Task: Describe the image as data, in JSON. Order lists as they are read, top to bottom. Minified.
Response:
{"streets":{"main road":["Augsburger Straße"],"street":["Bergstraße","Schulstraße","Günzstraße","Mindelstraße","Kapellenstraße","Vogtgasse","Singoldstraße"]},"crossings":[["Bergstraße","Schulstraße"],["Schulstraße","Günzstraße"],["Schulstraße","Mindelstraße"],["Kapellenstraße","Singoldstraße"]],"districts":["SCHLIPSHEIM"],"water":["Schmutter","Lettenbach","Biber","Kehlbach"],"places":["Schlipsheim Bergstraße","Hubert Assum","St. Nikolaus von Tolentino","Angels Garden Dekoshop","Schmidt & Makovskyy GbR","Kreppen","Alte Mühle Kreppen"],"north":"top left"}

● ● ● ● ●

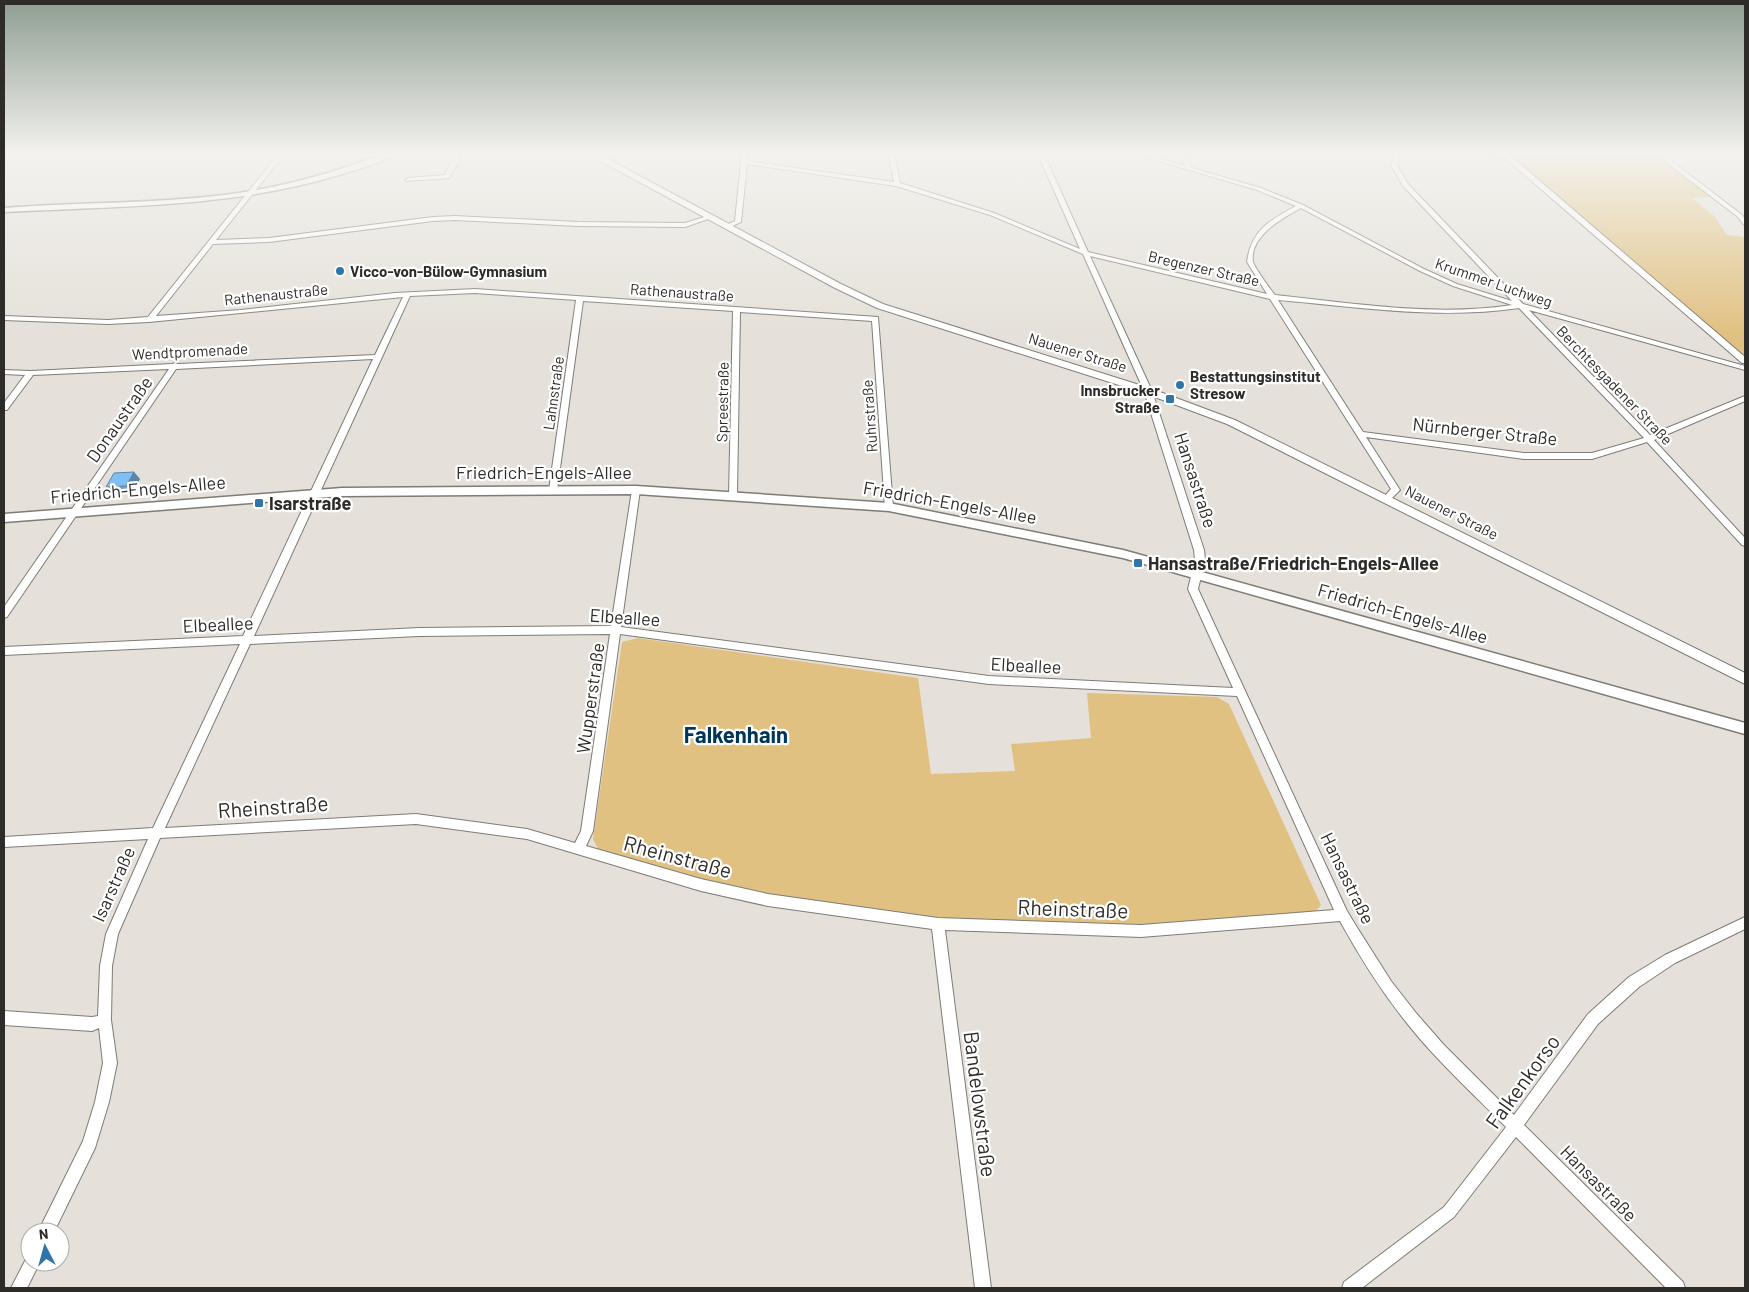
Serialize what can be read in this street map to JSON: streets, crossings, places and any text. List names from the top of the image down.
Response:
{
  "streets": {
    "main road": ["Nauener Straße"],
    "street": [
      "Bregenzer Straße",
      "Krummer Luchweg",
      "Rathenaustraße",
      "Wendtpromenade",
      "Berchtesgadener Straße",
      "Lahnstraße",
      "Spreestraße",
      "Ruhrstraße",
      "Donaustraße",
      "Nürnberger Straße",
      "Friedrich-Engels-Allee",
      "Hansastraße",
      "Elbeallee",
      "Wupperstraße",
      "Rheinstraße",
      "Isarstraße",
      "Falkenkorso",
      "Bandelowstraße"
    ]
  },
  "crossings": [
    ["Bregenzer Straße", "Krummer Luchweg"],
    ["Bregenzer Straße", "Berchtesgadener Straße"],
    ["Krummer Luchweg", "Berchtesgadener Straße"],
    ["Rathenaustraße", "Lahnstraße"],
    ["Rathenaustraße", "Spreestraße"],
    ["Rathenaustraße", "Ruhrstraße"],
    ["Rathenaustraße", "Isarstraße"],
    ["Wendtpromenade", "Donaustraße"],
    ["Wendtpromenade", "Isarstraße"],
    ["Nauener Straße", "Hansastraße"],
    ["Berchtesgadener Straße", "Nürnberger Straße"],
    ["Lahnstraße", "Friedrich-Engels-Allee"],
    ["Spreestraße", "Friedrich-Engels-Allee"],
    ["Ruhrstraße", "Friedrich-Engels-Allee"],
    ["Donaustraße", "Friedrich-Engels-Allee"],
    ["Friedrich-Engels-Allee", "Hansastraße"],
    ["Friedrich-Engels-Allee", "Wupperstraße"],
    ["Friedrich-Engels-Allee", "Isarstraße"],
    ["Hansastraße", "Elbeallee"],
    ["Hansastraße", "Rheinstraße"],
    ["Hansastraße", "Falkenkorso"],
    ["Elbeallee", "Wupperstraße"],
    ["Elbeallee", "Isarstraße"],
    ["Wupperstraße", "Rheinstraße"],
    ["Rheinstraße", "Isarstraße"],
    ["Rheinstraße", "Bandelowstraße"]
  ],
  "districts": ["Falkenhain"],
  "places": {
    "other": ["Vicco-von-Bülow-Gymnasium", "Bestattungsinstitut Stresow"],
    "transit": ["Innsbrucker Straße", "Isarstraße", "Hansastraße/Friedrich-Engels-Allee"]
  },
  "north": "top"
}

● ● ● ● ●

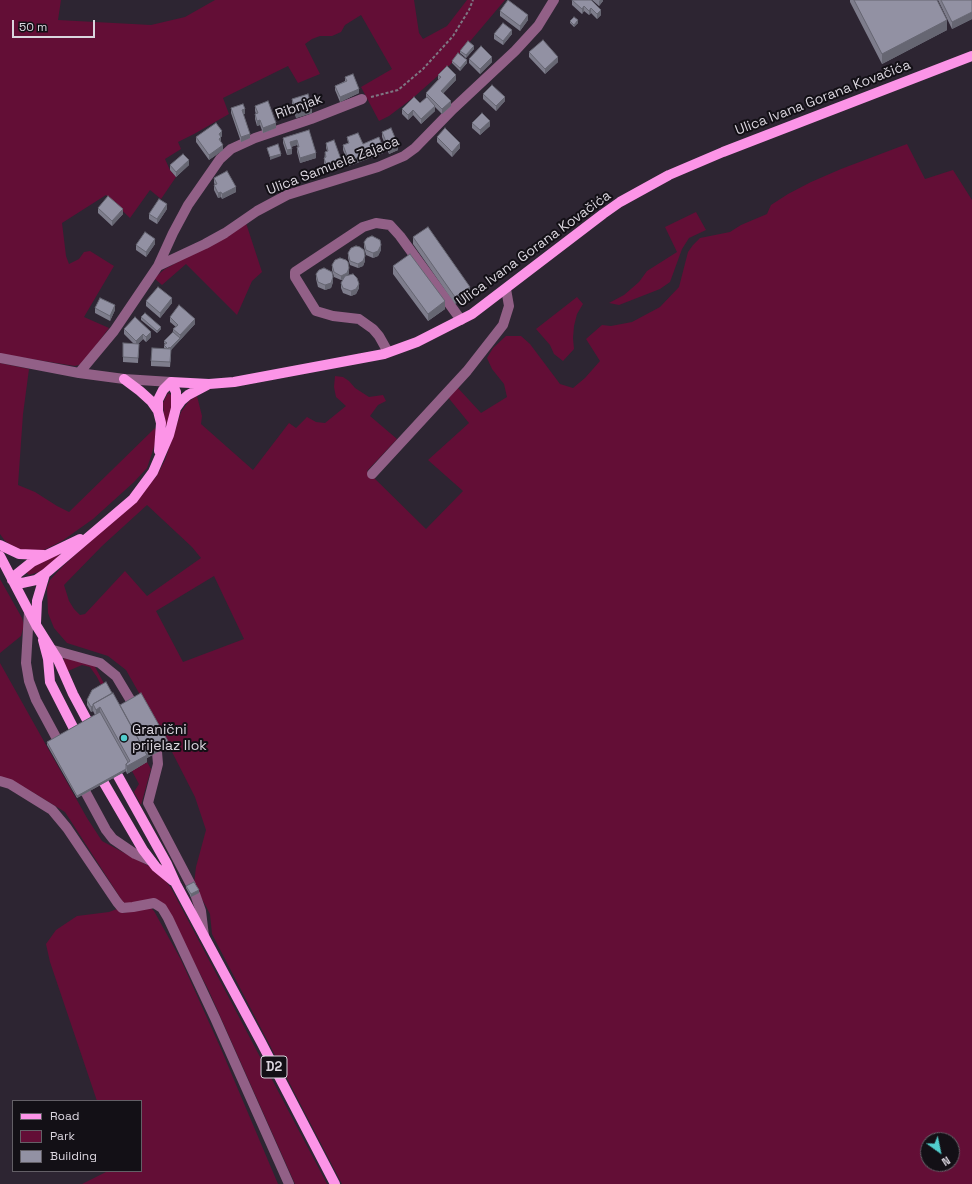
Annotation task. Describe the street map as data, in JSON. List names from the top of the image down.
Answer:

● ● ● ● ●

• [What you will do]: Using the listing, collect all lines in which the string "Describe" is found.

• [Task answer]:
Task: Describe the image as data, in JSON. Order lists as they are read, top to bottom. Minified.
Annotation task. Describe the street map as data, in JSON. List names from the top of the image down.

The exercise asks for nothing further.